Mary looked into my eyes and smiled. We had a past, one I don’t want to talk about. Though given her profession I guess the math is simple. We knew each other.
“You need someone to take care of you, Jolly. You look like you fought a bear.”
“You should see the bear.”
She giggled and put her hand over her mouth. “You want me to come back? When your business is over?”
“Yes.” I didn’t have to think hard about that one.
“I’ll leave you to it then.” She turned but I grabbed her hand and searched for more to say. It’d been a long time since I’d heard a friendly voice, and Mary, well, ladies of ill-repute often have specialties, things they are known for. I never asked, but I can guess Mary’s specialty is making blokes think she cares, like a wife or a sweetheart. Whenever we talked she looked into my eyes. When I joked she smiled and laughed. The times we’d been together. Well, there I go again.
“Thanks, love. Don’t mention to anyone I’m here.”

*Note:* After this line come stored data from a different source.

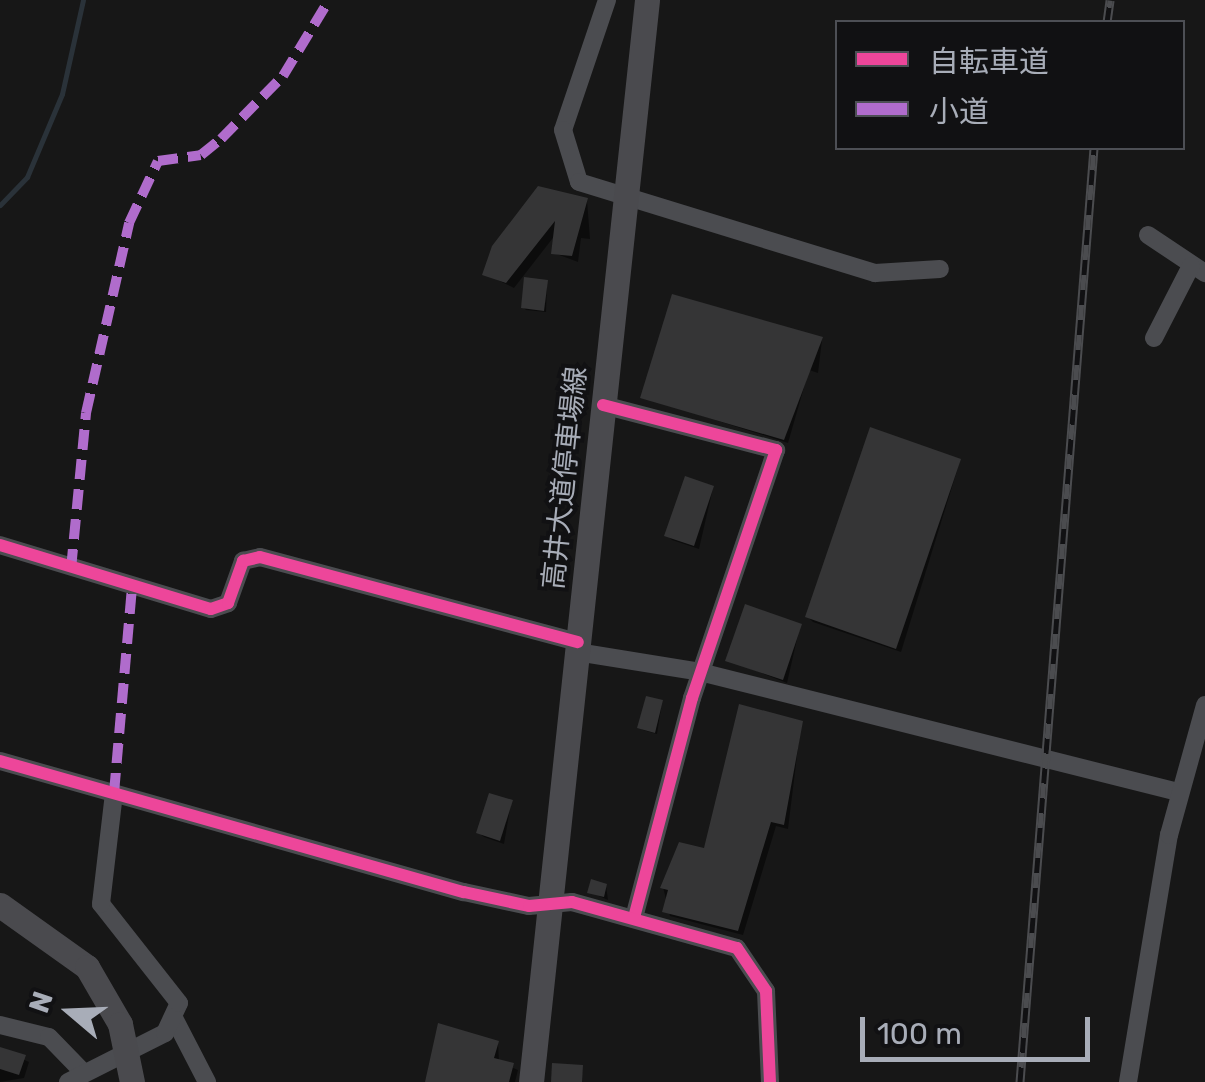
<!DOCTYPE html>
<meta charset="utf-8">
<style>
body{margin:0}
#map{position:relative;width:1205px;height:1082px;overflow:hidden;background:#171717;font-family:Rubik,"Noto Sans JP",sans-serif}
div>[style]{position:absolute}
.shadow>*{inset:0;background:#0007}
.stream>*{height:5px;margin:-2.5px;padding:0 2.5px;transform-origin:2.5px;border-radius:2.5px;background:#2a3239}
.building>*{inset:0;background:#353536}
.street>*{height:18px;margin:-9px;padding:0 9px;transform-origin:9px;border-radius:9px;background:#4b4c50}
.secondary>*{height:25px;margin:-12.5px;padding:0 12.5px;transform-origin:12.5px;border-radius:12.5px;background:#4a4a4e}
.rail>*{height:9px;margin-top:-4.5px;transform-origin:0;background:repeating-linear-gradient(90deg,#111113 0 15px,#4b4c4f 0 30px);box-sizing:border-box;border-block:2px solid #4b4c4f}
.quiet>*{height:10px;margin-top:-5px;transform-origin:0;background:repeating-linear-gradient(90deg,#b06ccc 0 20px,transparent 0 30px)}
.cycleway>*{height:12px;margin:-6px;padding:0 6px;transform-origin:6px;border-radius:6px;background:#ed469a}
span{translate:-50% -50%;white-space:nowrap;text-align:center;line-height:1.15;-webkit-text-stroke:8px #111113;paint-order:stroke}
.street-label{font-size:28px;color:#a8adb8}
.legend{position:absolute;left:835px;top:20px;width:350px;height:130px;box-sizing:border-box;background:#111113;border:2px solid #4d4f55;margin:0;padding:12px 18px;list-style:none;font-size:30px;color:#a8adb8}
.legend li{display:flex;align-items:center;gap:20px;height:50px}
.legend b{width:50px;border:2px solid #4d4f55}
.north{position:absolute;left:20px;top:962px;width:100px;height:100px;-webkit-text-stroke:8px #111113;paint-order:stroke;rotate:289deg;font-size:28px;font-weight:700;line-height:40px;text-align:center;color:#a8adb8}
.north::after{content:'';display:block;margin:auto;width:35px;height:45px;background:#a8adb8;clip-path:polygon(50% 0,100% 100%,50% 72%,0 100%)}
.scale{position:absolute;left:860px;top:1017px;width:230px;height:45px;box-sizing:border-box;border:5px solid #a8adb8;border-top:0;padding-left:12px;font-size:30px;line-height:35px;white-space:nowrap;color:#a8adb8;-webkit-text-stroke:8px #111113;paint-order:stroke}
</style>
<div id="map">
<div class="shadow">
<div style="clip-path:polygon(587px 200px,590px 239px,581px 238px,578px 262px,554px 253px,556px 234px,514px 288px,485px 274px,494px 247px)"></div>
<div style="clip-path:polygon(547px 282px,546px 312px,526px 310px,523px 307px)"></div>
<div style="clip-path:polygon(822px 340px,818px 373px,809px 370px,788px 443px,643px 397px)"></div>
<div style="clip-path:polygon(960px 461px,901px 652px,813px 622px,808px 617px)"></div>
<div style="clip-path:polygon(713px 488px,699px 549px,672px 540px,667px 535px)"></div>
<div style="clip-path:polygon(800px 626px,787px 683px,728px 660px)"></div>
<div style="clip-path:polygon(662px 702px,657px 734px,643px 730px,640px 728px)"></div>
<div style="clip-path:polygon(801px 723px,788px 829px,776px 826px,743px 935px,670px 916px,663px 887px,706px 851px)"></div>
<div style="clip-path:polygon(511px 803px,504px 844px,484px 837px,479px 833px)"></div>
<div style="clip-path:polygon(606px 886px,608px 900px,590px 892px)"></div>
<div style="clip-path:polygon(498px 1043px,499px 1062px,518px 1070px,515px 1082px,427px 1082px)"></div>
<div style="clip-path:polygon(0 1049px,29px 1062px,24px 1078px,0 1082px)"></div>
</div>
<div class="stream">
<div style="left:0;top:205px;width:39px;rotate:-46deg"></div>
<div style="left:27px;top:177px;width:90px;rotate:-67.1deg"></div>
<div style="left:62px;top:94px;width:96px;rotate:-77.4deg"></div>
</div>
<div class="building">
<div style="clip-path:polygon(538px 186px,588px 198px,572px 256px,551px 254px,555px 221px,506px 283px,482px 275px,492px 246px)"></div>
<div style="clip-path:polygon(524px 277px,548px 280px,544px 311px,521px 308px)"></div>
<div style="clip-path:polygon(672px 294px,823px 337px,784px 440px,640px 398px)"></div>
<div style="clip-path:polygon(870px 427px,961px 459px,896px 649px,805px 617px)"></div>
<div style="clip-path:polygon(685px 476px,714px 486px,694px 546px,664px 536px)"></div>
<div style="clip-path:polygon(745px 604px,802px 624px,783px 680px,725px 661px)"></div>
<div style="clip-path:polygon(646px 696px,663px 700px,655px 733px,637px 728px)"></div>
<div style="clip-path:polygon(739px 704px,803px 721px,784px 825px,771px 822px,738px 931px,662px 912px,668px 890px,660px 888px,679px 842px,704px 848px)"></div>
<div style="clip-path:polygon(489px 793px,513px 800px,500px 841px,476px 833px)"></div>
<div style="clip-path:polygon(591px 879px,607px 884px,604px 897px,587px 893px)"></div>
<div style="clip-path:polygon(438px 1023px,499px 1041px,494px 1058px,514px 1063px,509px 1082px,425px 1082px)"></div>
<div style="clip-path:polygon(0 1047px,26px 1055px,19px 1075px,0 1069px)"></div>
<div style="clip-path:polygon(552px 1063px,583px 1065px,582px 1082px,551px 1082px)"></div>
</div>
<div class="street">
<div style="left:607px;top:0;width:137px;rotate:108.7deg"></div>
<div style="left:563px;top:130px;width:54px;rotate:72.9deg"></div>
<div style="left:579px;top:182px;width:310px;rotate:17.1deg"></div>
<div style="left:875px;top:273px;width:65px;rotate:-3.5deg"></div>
<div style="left:1148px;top:235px;width:69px;rotate:33.7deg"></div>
<div style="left:1154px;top:338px;width:81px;rotate:-62.8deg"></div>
<div style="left:603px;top:405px;width:179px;rotate:14.6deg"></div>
<div style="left:776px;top:450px;width:262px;rotate:108.7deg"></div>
<div style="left:692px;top:698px;width:228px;rotate:104.8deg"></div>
<div style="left:0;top:545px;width:220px;rotate:16.9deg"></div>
<div style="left:211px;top:609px;width:18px;rotate:-19deg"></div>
<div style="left:228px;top:603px;width:45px;rotate:-70.3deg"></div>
<div style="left:243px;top:561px;width:17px;rotate:-13deg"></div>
<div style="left:260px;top:557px;width:329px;rotate:15deg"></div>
<div style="left:577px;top:652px;width:125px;rotate:9.2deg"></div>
<div style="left:700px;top:672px;width:494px;rotate:14.1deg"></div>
<div style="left:0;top:761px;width:482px;rotate:15.8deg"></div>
<div style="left:464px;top:892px;width:66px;rotate:12.2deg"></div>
<div style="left:529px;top:906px;width:43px;rotate:-5.3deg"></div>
<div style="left:572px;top:902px;width:171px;rotate:15.6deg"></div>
<div style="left:737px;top:948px;width:52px;rotate:56deg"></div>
<div style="left:766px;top:991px;width:91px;rotate:87.5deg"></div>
<div style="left:175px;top:1020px;width:70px;rotate:62.7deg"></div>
<div style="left:0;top:1025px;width:50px;rotate:13.8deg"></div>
<div style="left:49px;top:1037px;width:45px;rotate:45.9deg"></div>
<div style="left:68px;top:1082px;width:109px;rotate:-26.8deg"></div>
<div style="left:165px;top:1033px;width:33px;rotate:-65deg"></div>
<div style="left:179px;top:1003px;width:126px;rotate:-128.2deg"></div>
<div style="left:101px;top:904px;width:112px;rotate:-83.3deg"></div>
<div style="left:1128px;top:1082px;width:250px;rotate:-80.6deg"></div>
<div style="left:1169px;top:835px;width:135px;rotate:-74.5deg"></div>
</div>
<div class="secondary">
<div style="left:0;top:905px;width:107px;rotate:35.5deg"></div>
<div style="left:87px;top:967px;width:66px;rotate:59.9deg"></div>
<div style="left:120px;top:1024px;width:59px;rotate:78.3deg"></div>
<div style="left:531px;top:1082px;width:1088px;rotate:-83.88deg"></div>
</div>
<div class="rail">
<div style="left:1107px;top:22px;width:22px;rotate:-82deg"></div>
<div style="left:1020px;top:1082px;width:937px;rotate:-85.47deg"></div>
</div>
<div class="quiet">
<div style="left:71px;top:569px;width:157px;rotate:-84.5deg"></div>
<div style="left:86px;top:413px;width:195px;rotate:-77.2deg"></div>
<div style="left:129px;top:223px;width:68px;rotate:-64.9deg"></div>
<div style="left:158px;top:161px;width:43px;rotate:-7.9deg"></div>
<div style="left:201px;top:155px;width:26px;rotate:-39deg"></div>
<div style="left:221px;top:139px;width:88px;rotate:-45.5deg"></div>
<div style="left:283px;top:76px;width:89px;rotate:-58.8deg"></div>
<div style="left:114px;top:793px;width:206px;rotate:-85deg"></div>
</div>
<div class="cycleway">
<div style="left:603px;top:405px;width:179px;rotate:14.6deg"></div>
<div style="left:776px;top:450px;width:262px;rotate:108.7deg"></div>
<div style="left:692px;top:698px;width:228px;rotate:104.8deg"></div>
<div style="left:0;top:545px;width:220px;rotate:16.9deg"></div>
<div style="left:211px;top:609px;width:18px;rotate:-19deg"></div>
<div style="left:228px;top:603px;width:45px;rotate:-70.3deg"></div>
<div style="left:243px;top:561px;width:17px;rotate:-13deg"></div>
<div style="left:260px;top:557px;width:329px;rotate:15deg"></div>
<div style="left:0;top:761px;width:482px;rotate:15.8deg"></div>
<div style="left:464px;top:892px;width:66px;rotate:12.2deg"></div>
<div style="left:529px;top:906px;width:43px;rotate:-5.3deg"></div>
<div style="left:572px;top:902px;width:171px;rotate:15.6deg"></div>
<div style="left:737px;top:948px;width:52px;rotate:56deg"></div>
<div style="left:766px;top:991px;width:91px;rotate:87.5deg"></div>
</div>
<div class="street-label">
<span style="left:565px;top:478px;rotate:-84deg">高井大道停車場線</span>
</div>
<ul class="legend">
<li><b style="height:12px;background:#ed469a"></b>自転車道</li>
<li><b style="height:12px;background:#b06ccc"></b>小道</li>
</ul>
<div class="north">N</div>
<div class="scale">100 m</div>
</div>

She gave me a look that said the request was unnecessary. Discretion was law in this house.
“Let me know if any strange blokes stop by. Any non-regulars.”
“Of course.” She kissed my cheek. Paused for a moment, then kissed my mouth. It was just a peck, but… Lord. Why did God make creatures as complex as women for creatures as simple as men? Before I could say anything smart or funny, she left and closed the door behind her. I sat on my mattress and started the waiting game, the long wait. The unpredictable length of time from the now to the moment McGraw returned with what’s mine.